TASK DIRECTIONS
Match the word "lines". Return each line of the data below where it appears.

MATERIAL PROVIDED
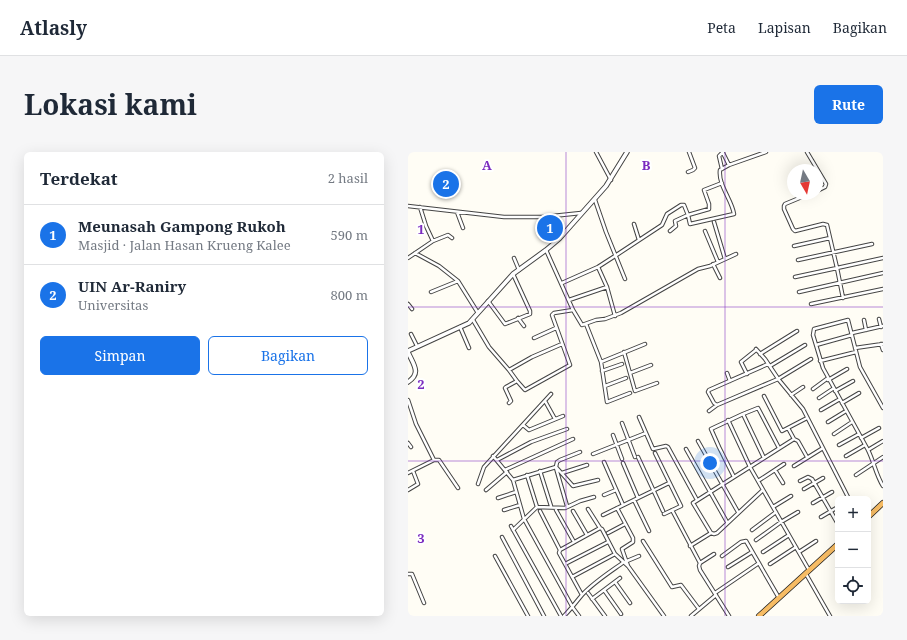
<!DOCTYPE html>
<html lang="id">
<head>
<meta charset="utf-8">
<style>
	body { margin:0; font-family:"Noto Serif",serif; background:#f6f6f7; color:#1f2937 }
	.controls { position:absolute; right:12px; bottom:12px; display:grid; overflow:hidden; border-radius:6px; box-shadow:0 4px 16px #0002 }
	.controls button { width:36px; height:36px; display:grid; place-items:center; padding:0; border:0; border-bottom:1px solid #e0e1e3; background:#fff; color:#1f2937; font:20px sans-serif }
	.compass { position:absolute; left:379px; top:12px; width:36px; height:36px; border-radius:50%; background:#fff; box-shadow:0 4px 16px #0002; rotate:171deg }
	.you { position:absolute; left:302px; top:311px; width:14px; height:14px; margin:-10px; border:3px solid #fff; border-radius:50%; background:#1a73e8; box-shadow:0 0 0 6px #1a73e833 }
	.badge { display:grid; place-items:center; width:26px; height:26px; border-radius:50%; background:#1a73e8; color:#fff; font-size:13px; font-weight:700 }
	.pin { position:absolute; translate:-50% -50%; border:2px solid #fff; box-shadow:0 1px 4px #0006 }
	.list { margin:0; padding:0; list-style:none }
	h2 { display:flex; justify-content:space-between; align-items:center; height:52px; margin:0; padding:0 16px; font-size:17px }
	h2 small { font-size:13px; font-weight:400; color:#747a83 }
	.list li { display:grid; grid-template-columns:26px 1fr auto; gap:12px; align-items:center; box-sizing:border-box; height:60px; padding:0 16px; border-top:1px solid #e0e1e3 }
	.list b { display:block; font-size:15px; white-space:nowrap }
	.list p { margin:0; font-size:13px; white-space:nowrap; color:#747a83 }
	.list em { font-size:13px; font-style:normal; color:#747a83 }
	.actions { display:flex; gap:8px; padding:12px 16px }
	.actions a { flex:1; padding:9px 0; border:1px solid #1a73e8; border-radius:6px; text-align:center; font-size:14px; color:#1a73e8 }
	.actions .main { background:#1a73e8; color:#fff }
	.icon { flex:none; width:22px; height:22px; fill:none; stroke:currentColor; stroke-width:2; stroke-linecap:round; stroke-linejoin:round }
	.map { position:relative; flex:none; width:475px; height:464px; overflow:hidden; border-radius:6px }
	header { display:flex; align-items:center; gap:24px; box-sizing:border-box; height:56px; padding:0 20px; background:#fff; border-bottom:1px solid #e0e1e3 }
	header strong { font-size:19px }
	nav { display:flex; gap:22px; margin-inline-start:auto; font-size:14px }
	.intro { display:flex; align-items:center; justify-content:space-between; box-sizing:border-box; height:96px; padding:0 24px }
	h1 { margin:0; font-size:28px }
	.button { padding:10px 18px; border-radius:6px; background:#1a73e8; color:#fff; font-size:14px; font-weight:700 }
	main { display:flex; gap:24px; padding:0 24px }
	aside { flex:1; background:#fff; border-radius:6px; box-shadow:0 4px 16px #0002 }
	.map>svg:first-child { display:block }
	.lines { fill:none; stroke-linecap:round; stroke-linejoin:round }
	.minor-casing { stroke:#444; stroke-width:4.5 }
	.tertiary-casing { stroke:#444; stroke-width:5.5 }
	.trunk-casing { stroke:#222; stroke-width:6 }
	.minor { stroke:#fff; stroke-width:2.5 }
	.tertiary { stroke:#fff; stroke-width:3.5 }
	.trunk { stroke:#f7bc64; stroke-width:4.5 }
	.grid { fill:none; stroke:#7b2cbf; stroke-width:1; stroke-opacity:0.55 }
	.grid-label { font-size:13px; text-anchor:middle; font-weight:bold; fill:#7b2cbf; stroke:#fff; stroke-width:4; stroke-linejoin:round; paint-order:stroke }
</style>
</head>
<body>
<header>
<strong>Atlasly</strong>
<nav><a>Peta</a><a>Lapisan</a><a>Bagikan</a></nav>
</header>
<div class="intro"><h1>Lokasi kami</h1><a class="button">Rute</a></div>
<main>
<aside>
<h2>Terdekat<small>2 hasil</small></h2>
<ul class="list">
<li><span class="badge">1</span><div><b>Meunasah Gampong Rukoh</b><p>Masjid · Jalan Hasan Krueng Kalee</p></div><em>590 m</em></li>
<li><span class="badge">2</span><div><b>UIN Ar-Raniry</b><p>Universitas</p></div><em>800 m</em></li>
</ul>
<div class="actions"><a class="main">Simpan</a><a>Bagikan</a></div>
</aside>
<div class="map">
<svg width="475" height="464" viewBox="0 0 475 464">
	<rect width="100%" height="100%" fill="#fffdf5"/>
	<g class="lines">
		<defs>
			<path id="minor" d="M188,0L203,28
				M399,0L418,32L417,35L409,39
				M315,1L321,13
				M314,17L311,4L315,0
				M280,20L285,18L287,16L281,0
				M187,48L198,80L217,127
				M0,54L96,65H135L173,61
				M12,55L18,74L25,89
				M49,60L55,76
				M306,70L317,107
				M226,72L231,88
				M262,79L268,74L267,69L280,63L282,72L326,62C324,48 310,33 312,18L321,13L358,0
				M297,79L310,110
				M386,94L422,86
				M138,98L165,158L174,173L188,168L197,167L213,161L290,117L302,114L328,102
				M7,101L31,114L50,129L70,161
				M0,106L25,89L40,83L44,86
				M106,106L111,118
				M390,108L464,92
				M305,112L312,126
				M190,115L199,135
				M387,125L429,116L419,73L415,72L387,79L385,77L376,57V54L377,52L401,42
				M154,131L190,115L207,104L254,73L259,62L273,53H276L280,63L301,57V52L296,38L314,31
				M23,140L50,129
				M391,140L475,121
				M435,146L429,116L475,106
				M161,148L199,135L207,164
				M80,149L97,172L122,162V159L105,122
				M0,152L4,157
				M403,152L475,137
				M110,166L116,174
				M471,167L473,175
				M65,168L81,195L101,218L124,205L154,192
				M456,168L458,178
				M178,172L193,210L199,250L222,241
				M52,175L61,196
				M444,181L475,174
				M3,182L9,194
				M126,186L148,176
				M473,192L475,198
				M408,193L444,183
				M447,196L475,192
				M348,197L357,207L371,228L395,257L441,347
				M216,200L227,239L249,231
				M352,202L389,179
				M412,209L448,200
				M193,210L237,192
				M360,212L301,238L300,240L306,251L309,253L370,227L403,207
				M362,214L397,193
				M101,218L109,229
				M194,219L214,212
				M222,221L243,213
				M319,221L322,229
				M339,222L333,210L348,198
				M420,228L439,217
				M197,234L218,226
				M405,237L420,226
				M427,239L445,229
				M383,243L395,235
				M356,244L374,279L399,266
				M411,246L426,236
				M0,248L8,272L26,308
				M137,249L147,267
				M101,251L103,249L97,236L98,235L109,229L117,238L162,213L144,163L146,161L165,158
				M434,251L451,241
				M475,256L452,215L440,168L406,177L405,183L415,216L460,298C466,310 468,323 475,334
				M413,258L432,247
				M301,259L309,253
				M335,262L356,306
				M231,265L245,297L258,294L260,295L289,348
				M320,268L342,315L401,418
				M420,270L438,259
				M214,271L227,305
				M115,273L121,278L155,264
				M380,276L386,287
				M426,282L444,270
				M205,283L214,307
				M453,286L471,276
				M290,289L330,360
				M0,291L3,295
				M431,293L451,282
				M278,297L319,370
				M460,298L475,289
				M247,301L273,354L256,362
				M185,302L238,281
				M85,304L105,328L148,315
				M438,304L457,293
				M230,305L255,359
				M89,308L123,290L159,277
				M196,310L215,353
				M215,311L230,346
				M386,314L415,296
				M148,315L165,334L190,328
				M148,315L149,310L152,308L172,300
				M148,316L159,354
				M97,318L165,287
				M367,318L375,331
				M132,319L143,354
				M0,321L26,308H31L50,336
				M154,321L179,313
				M119,323L129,355
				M448,323L475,305
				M326,325L311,295L303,277L335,262L350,256L371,296
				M105,328L116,367L165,456L171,464
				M350,329L376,312
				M392,329L400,325L404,327L430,372
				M70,332L76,315L143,242
				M396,337L415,326
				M0,338L10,332L5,319
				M78,338L99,320
				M196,343L208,338
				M90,346L108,340
				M226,348L241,379
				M405,351L424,340
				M365,355L383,344
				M209,356L225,386V390L214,397L220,414
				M180,357L192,376
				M96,358L112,353
				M148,358L166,390
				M264,358L292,411L291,414L292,418L321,464
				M132,359L152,398L151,401L174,443
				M165,359L179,383
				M195,363L261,331
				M413,365L430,355
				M103,374L153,464
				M105,378L129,355L157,356L172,349L186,345
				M344,378L368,360
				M200,381L217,372
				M303,381L285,351L386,287L390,289L399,305
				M94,385L136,464
				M348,388L373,370L390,360
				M235,389L264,435L273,433L291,457
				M282,394L303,381L306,382L309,381L355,338
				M152,398L192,376L194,377L207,402
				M355,400L381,383
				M391,400L408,389
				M87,404L120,464
				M314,404L333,390L338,389L371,446
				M219,409L231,404
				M292,411L306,402
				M157,412L200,390
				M362,412L388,395
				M320,415L344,400
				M0,422H4L16,451
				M398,422L422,464
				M164,425L207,402L220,414L256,464
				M207,430L222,451
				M196,438L212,426
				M180,441L197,464
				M307,441L351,411
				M184,447L196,438L213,462
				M156,464C163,457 168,450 174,443C186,430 202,420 216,410
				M283,464L308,443"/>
			<path id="tertiary" d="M0,199L61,171L105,122L138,98L151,87L198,34L219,0
				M0,200C5,212 14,221 0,230"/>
			<path id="trunk" d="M460,365L475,351
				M351,464L430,392"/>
		</defs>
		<use href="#minor" class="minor-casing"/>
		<use href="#tertiary" class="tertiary-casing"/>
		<use href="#trunk" class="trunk-casing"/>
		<use href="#minor" class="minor"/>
		<use href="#tertiary" class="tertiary"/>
		<use href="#trunk" class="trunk"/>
	</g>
	<path class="grid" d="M158,0V464M317,0V464M0,155H475M0,309H475"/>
	<g class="grid-label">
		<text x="79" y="18">A</text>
		<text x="238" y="18">B</text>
		<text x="13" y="82">1</text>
		<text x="13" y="237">2</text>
		<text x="13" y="391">3</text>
	</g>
</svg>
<div class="controls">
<button>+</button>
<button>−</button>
<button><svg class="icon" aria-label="locate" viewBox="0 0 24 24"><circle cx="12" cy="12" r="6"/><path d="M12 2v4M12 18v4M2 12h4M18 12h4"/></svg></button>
</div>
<svg class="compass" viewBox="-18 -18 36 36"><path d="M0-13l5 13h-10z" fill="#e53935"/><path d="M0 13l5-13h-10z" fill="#747a83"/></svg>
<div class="you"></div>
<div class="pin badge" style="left:142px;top:76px">1</div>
<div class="pin badge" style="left:38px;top:32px">2</div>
</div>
</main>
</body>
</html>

OUTPUT BELOW
	.lines { fill:none; stroke-linecap:round; stroke-linejoin:round }
	<g class="lines">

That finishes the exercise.